In point of fact, the tool was mounted upon the upper of two longitudinal and parallel slides, which were collectively traversed by the guide-screw G. In the lower slide was fixed the axis or fulcrum of the bent lever, the short arm of which was connected by a link with the upper slide, so that the compensating motion was given to the upper slide relatively to the lower.
The triangular bar i i, when placed exactly parallel with the path of the tool would produce no movement on the same, and C, and G, would be exactly alike; but if i i, were placed out of parallelism one inch in the whole length, the tool, during its traverse to the left by the guide-screw G, would be moved to the right by the shifting of the bent lever one-tenth of the displacement of the bar, or one-tenth of an inch.
Therefore whilst the guide-screw G, from being coarser than required, moved the principal slide the one-thousandth part of the total length in excess; the bent lever and inclined straight bar i i, polled back the upper or compensating slide, the one-thousandth part, or the quantity in excess; making the absolute traverse of the tool exactly seven feet, or the length required for the new screw C, instead of seven feet and one-sixteenth of an inch the length of G. To have lengthened the traverse of the tool, the bar i i, must have been inclined the reverse way; in other words, the path of the tool is in the diagram the difference of the two motions; in the reverse inclination, its path would be the sum of the two motions, and i i being a straight line, the correction would be evenly distributed at every part of the length.*
Whilst Mr.
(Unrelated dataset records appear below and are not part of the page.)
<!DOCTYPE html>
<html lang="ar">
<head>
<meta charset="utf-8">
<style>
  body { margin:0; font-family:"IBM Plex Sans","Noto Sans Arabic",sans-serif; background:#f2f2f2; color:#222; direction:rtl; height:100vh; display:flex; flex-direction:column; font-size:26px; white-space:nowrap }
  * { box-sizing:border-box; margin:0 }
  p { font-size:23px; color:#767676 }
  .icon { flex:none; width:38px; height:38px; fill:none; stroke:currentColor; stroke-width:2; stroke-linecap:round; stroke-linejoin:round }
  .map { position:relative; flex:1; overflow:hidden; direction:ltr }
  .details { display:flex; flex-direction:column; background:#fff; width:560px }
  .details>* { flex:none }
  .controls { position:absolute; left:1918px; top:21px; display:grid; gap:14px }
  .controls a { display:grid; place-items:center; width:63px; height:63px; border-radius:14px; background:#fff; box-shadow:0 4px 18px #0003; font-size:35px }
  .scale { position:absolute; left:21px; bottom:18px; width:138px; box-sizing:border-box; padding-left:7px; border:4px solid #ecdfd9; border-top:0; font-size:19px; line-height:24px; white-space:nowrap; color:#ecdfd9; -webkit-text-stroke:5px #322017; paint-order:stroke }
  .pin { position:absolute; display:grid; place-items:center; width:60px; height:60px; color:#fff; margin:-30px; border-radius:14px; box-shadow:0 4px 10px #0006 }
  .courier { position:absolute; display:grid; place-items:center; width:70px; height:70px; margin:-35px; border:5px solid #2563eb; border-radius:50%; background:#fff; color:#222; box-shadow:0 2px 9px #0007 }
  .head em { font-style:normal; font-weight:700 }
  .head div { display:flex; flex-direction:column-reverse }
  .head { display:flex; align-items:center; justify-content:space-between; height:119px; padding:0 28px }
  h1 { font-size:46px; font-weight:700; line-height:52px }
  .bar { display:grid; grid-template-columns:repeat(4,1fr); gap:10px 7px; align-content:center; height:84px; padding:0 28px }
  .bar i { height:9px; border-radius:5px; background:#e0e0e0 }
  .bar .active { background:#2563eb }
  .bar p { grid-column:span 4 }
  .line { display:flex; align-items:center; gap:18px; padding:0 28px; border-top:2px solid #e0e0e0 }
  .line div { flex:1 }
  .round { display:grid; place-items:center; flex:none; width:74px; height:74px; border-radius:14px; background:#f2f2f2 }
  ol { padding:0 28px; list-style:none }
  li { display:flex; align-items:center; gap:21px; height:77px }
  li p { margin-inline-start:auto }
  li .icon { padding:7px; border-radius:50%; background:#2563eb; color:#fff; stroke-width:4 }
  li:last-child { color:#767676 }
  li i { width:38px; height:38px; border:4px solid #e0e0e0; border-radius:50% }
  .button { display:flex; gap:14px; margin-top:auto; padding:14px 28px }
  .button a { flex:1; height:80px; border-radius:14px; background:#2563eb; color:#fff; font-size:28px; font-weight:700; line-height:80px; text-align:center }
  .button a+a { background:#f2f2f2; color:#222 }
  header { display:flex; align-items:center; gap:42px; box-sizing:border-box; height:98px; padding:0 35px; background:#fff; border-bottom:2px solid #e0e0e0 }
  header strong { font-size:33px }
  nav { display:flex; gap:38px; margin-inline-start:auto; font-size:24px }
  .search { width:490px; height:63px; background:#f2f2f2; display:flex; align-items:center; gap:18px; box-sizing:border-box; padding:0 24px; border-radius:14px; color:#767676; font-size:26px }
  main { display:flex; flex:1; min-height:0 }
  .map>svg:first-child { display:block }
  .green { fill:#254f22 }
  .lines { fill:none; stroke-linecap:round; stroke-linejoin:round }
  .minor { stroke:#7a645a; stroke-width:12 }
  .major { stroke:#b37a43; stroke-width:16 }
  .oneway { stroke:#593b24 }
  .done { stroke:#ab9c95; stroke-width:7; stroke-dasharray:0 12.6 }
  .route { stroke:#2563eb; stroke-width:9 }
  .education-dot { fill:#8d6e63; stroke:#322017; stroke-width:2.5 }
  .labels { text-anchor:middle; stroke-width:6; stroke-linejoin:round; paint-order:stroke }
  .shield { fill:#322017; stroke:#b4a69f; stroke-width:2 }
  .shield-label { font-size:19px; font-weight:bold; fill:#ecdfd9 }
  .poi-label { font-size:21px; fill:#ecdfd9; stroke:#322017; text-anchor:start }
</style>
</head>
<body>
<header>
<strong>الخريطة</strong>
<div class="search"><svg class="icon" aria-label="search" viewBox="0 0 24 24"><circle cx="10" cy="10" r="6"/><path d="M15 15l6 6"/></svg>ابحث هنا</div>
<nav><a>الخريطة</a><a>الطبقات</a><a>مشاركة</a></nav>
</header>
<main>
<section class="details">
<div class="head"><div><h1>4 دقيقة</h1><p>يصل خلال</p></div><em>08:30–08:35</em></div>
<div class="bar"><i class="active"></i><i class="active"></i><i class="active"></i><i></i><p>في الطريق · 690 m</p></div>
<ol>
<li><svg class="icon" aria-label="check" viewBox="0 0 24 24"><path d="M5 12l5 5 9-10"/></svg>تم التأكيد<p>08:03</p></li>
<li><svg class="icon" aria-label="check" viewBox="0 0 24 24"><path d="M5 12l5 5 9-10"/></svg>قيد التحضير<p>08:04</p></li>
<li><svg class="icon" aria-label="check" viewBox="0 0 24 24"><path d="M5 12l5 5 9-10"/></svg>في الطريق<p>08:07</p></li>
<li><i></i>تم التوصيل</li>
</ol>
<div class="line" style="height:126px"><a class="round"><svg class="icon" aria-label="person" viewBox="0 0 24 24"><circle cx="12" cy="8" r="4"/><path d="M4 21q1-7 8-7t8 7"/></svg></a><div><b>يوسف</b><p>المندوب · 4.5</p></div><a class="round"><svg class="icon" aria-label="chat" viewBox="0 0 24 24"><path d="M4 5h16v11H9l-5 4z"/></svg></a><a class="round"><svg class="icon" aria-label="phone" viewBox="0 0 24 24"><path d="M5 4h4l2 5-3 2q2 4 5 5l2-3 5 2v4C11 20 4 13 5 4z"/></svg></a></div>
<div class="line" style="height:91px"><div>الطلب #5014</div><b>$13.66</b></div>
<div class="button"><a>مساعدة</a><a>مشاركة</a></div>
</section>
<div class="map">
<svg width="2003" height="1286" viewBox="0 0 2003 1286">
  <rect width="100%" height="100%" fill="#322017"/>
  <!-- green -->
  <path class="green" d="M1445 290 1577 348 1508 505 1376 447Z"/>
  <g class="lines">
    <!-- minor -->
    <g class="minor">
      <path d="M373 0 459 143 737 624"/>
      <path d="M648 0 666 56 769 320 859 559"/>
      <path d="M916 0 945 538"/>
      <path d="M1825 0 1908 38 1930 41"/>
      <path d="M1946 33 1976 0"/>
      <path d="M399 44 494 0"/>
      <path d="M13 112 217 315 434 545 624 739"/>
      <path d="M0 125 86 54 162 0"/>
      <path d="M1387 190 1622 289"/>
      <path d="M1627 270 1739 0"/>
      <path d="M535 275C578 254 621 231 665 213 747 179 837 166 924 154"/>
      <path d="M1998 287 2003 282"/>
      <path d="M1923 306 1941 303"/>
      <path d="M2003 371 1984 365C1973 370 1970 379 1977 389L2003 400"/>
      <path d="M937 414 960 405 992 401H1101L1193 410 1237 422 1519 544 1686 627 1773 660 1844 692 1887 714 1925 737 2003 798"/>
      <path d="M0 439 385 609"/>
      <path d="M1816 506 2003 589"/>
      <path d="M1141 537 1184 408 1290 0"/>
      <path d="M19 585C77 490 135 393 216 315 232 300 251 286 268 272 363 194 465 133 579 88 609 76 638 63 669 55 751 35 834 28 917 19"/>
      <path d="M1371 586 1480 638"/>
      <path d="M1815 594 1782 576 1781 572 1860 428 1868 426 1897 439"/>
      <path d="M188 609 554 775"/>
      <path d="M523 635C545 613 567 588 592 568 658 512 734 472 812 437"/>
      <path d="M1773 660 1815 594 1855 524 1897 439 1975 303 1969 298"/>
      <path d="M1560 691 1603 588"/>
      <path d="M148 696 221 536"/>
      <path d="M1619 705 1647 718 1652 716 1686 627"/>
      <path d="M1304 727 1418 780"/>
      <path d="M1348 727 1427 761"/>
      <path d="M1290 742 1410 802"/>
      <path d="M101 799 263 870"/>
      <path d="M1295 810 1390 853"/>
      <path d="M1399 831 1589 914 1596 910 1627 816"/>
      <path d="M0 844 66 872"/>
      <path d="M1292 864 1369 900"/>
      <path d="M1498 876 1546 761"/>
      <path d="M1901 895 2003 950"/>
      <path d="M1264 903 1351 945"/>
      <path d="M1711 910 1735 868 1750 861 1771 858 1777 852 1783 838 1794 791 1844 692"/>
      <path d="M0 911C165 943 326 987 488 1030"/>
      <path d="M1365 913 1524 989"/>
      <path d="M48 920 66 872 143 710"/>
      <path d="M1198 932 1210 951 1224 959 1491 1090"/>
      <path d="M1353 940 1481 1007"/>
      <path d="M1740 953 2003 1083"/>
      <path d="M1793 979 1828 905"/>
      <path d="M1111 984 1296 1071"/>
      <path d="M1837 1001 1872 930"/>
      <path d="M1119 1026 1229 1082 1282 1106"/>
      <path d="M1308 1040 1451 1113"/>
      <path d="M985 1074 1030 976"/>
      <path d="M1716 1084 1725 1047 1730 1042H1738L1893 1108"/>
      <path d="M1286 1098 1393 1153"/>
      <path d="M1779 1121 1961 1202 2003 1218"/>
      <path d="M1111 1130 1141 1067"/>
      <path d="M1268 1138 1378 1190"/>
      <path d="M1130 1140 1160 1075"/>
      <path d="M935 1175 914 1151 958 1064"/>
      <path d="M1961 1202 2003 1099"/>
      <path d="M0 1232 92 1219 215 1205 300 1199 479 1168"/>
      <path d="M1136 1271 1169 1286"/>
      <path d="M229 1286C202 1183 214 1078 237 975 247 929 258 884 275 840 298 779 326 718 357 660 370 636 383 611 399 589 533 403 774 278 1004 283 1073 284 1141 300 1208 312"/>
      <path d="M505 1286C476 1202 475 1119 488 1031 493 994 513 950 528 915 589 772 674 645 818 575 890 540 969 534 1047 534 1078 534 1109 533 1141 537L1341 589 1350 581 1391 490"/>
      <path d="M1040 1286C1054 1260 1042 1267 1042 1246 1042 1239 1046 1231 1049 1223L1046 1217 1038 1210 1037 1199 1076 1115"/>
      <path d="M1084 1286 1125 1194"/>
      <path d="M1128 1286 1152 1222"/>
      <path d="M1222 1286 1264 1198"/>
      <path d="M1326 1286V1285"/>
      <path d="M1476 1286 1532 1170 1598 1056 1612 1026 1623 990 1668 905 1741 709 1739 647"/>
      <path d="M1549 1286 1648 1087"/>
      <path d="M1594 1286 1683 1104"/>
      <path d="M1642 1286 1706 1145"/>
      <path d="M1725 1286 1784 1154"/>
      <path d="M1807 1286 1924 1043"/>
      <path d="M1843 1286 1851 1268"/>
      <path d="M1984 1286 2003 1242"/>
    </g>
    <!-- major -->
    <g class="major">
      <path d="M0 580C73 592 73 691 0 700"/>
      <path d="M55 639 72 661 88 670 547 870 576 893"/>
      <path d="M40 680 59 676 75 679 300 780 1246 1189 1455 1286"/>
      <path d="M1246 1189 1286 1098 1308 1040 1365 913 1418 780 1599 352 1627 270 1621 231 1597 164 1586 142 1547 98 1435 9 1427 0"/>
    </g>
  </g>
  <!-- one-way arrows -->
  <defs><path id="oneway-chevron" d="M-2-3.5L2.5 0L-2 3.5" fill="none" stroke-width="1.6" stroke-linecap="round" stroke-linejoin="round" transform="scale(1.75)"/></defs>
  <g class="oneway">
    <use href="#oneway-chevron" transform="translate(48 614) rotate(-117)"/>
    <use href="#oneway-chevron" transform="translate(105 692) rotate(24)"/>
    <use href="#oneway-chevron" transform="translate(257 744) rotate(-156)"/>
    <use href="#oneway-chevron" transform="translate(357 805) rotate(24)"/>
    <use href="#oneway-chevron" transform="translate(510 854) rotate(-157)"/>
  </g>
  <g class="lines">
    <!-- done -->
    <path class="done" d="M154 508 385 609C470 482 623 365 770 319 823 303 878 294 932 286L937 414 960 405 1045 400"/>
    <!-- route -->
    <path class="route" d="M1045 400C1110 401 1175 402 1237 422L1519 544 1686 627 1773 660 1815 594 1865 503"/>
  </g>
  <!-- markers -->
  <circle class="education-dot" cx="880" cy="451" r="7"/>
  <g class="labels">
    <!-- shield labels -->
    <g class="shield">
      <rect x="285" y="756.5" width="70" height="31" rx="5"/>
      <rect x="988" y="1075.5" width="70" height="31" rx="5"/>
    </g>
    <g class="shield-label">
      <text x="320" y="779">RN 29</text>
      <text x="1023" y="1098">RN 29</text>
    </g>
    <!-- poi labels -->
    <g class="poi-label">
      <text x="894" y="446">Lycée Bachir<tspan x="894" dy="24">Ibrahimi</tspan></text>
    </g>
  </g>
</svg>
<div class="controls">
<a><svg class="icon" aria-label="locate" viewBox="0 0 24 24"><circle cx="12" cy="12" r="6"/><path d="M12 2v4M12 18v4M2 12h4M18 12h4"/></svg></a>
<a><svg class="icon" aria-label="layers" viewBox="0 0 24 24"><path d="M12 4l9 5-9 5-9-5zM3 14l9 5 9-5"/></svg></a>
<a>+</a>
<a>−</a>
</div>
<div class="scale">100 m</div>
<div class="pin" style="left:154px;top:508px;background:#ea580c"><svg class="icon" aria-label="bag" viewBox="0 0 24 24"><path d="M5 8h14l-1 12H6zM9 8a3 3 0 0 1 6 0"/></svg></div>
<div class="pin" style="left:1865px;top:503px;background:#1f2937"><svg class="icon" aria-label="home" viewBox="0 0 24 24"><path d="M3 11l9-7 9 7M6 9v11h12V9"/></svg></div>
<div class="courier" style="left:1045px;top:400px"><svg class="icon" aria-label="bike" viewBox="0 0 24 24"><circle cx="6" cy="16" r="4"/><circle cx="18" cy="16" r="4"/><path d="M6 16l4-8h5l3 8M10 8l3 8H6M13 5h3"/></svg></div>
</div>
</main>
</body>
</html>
Maudslay s experiments in perfecting the screw were being carried on, his friend Mr. Barton,† paid frequent visits to his manufactory, and also pursued a similar course. Mr. Barton preferred, however, the method of the chain or flexible band, for traversing the tool the exact quantity; because the reduction of the diameter of the pulley or drum, afforded a very ready means of adjustment for total length; and all the wheels of the mechanism being individually as perfect as they could be made, a near approach to general perfection was naturally anticipated on the first trial. This mode, however, is subject to the error introduced by the elasticity or elongation of the chain or band, and which is at the maximum when the greatest length of chain is uncoiled from the barrel.
These two individuals having therefore arrived, by different methods, as near to perfection as they were then respectively capable of; each made a screw of the same pitch, and 15 inches long, and the two when placed side by side were found exactly to agree throughout their length, and were considered perfect. The two screws were submitted in 1810 to the scrutiny of that celebrated mathematical instrument maker, the late Mr. Edw. Troughton, F.R.S., etc, who examined them by means of two powerful microscopes with cross wires, such as are used for reading off the graduations of astronomical instruments; applied like a pair of the most refined compasses, to measure the equality of some 20, 50, or 100 threads, taken indiscriminately at different parts of the length of the screws.* From this severe trial it resulted, that these screws, which to the unassisted sight, and for almost every purpose of mechanism, were unexceptionable, were found to be full of all kinds of errors, being unequally coarse at different parts, and even irregular in their angles, or "drunk." This rigid scrutiny led both parties to fresh and ultimately successful efforts, but of these our limits will only allow us to notice one, apparently derived from the use of the two microscopes.